RRCPC Newsletter
Volume 37 Number 2 Article 6
July 2000

Sell Gill Holes

Sunday 28th May 2000

Members present: Andy Whitney, Sam Carradice, George Carradice, Alan Kerr

Following the previous days Flood/ Stream exchange, something a little less arduous was planned. Sell Gill was chosen, and Sam's dad decided to join us. After the long-ish walk up the Pennine Way the two entrances were arrived at the lower being the dry, fossil entrance and the upper the active, wet route. After a short discussion it was decided that Sam and myself would descend the dry route while Alan and George would go down the wet route. We would then meet in the main chamber at the bottom and do a swap with Sam and his dad coming back up the dry route, and Alan and myself doing the wet.

The entrance pitch of the fossil route, (6m), is approached via a steep gully cut by water, to an easy rebelay and short descent down a pleasant daylight shaft landing on a boulder strewn floor. From the bottom, the way on is down a slope of loose boulders to a traverse on a large ledge overlooking the second pitch, (12m). Care is needed when approaching this pitch as it is very easy to dislodge boulders onto anyone at the bottom of the pitch. The large Y-hang provides a clear descent, landing in a roomy chamber with the third pitch, (12m), nearby.
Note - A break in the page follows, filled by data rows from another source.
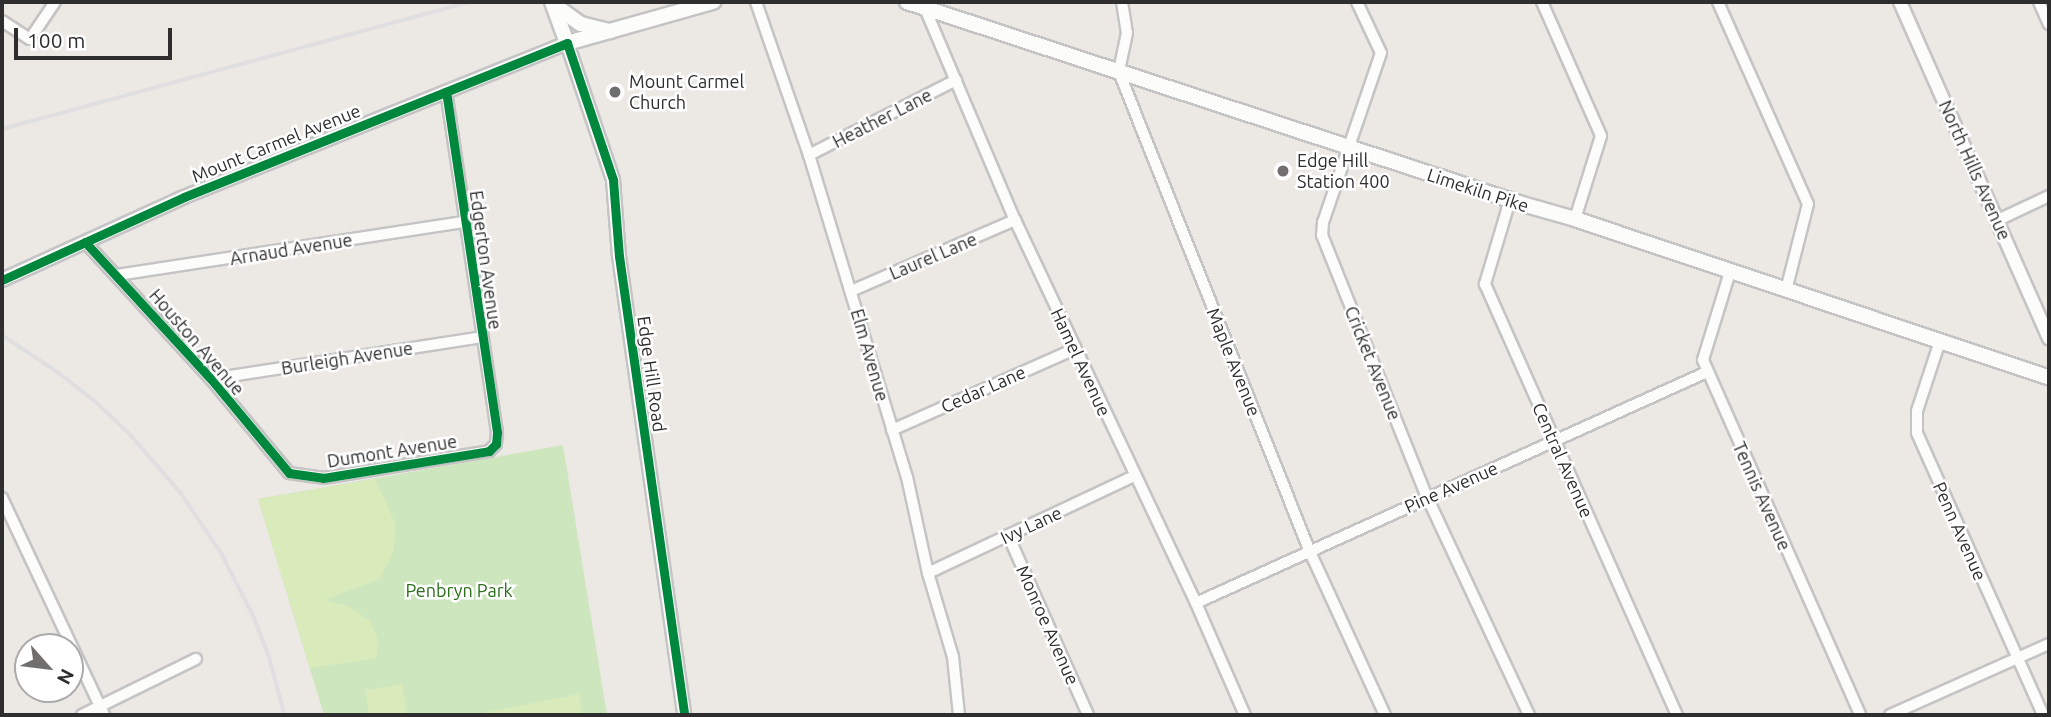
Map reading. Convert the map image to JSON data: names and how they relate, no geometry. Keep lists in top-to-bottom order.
{
  "streets": {
    "main road": ["Limekiln Pike"],
    "street": [
      "Heather Lane",
      "Mount Carmel Avenue",
      "North Hills Avenue",
      "Arnaud Avenue",
      "Laurel Lane",
      "Edgerton Avenue",
      "Houston Avenue",
      "Elm Avenue",
      "Burleigh Avenue",
      "Hamel Avenue",
      "Maple Avenue",
      "Cricket Avenue",
      "Edge Hill Road",
      "Cedar Lane",
      "Dumont Avenue",
      "Central Avenue",
      "Pine Avenue",
      "Tennis Avenue",
      "Ivy Lane",
      "Penn Avenue",
      "Monroe Avenue"
    ]
  },
  "crossings": [
    ["Heather Lane", "Elm Avenue"],
    ["Heather Lane", "Hamel Avenue"],
    ["Mount Carmel Avenue", "Edgerton Avenue"],
    ["Mount Carmel Avenue", "Houston Avenue"],
    ["Mount Carmel Avenue", "Edge Hill Road"],
    ["Limekiln Pike", "Hamel Avenue"],
    ["Limekiln Pike", "Maple Avenue"],
    ["Limekiln Pike", "Cricket Avenue"],
    ["Limekiln Pike", "Central Avenue"],
    ["Limekiln Pike", "Tennis Avenue"],
    ["Limekiln Pike", "Penn Avenue"],
    ["Arnaud Avenue", "Edgerton Avenue"],
    ["Arnaud Avenue", "Houston Avenue"],
    ["Laurel Lane", "Elm Avenue"],
    ["Laurel Lane", "Hamel Avenue"],
    ["Edgerton Avenue", "Burleigh Avenue"],
    ["Edgerton Avenue", "Dumont Avenue"],
    ["Houston Avenue", "Burleigh Avenue"],
    ["Houston Avenue", "Dumont Avenue"],
    ["Elm Avenue", "Cedar Lane"],
    ["Elm Avenue", "Ivy Lane"],
    ["Hamel Avenue", "Cedar Lane"],
    ["Hamel Avenue", "Pine Avenue"],
    ["Hamel Avenue", "Ivy Lane"],
    ["Maple Avenue", "Pine Avenue"],
    ["Cricket Avenue", "Pine Avenue"],
    ["Central Avenue", "Pine Avenue"],
    ["Pine Avenue", "Tennis Avenue"],
    ["Ivy Lane", "Monroe Avenue"]
  ],
  "parks": ["Penbryn Park"],
  "places": ["Mount Carmel Church", "Edge Hill Station 400"],
  "scale_bar": "100 m",
  "north": "bottom right"
}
Descending the third pitch lands you in a high rift, and just beyond, the water from the active route comes crashing down a forty metre aven to the right as you enter a huge boulder filled chamber. Just as Sam and myself arrived, Alan was spotted high above, about to descend the Goblin Shaft. We sat in the spray lashed chamber, and watched as he made his way down, followed shortly by Sam's dad. At the rather awkward rebelay just before the final section of the pitch, George seemed to have a few problems passing it, but soon sorted it out and joined us at the bottom. It turned out that Alan had been forced to join the ropes at a rather inconvenient place; right on the rebelay loop, thus making a knot pass necessary. This was to prove even more entertaining on the way back up!
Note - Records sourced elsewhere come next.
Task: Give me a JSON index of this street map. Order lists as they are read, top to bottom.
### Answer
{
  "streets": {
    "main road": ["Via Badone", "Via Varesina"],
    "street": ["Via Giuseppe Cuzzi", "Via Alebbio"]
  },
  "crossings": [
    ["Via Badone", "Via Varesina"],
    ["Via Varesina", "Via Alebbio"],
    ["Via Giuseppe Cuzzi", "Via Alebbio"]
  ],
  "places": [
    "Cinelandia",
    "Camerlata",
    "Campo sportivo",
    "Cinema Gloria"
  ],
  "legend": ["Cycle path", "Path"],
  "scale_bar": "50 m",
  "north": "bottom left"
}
Making our way along the chamber, over large boulders, we noticed some large mud banks created by bad flooding. By following a route down over smooth rocks we climbed down to a small streamway, but this quickly degenerates into a wet crawl ending in a silt-choked sump. Considering how short the cave actually is it has some remarkably impressive chambers. Once we had had a good look round we split up again to make our way back out. Sam and George disappeared up the fossil route, while Alan and myself headed out the active route. Just as I was about to prussik up the Goblin Shaft we spied a light at the top. A party of two had split up and rigged down each route for a practise trip later in the day. I waited for a while, but the light disappeared. The person rigging the dry route suddenly appeared and told me not to wait, and to start making my way up, so I did. Passing the rebelay with the knot pass was a little awkward, but was soon negotiated and I arrived on the first of two ledges. This provided a convenient place for the member of the other party to pass, while Alan made his way up, derigging.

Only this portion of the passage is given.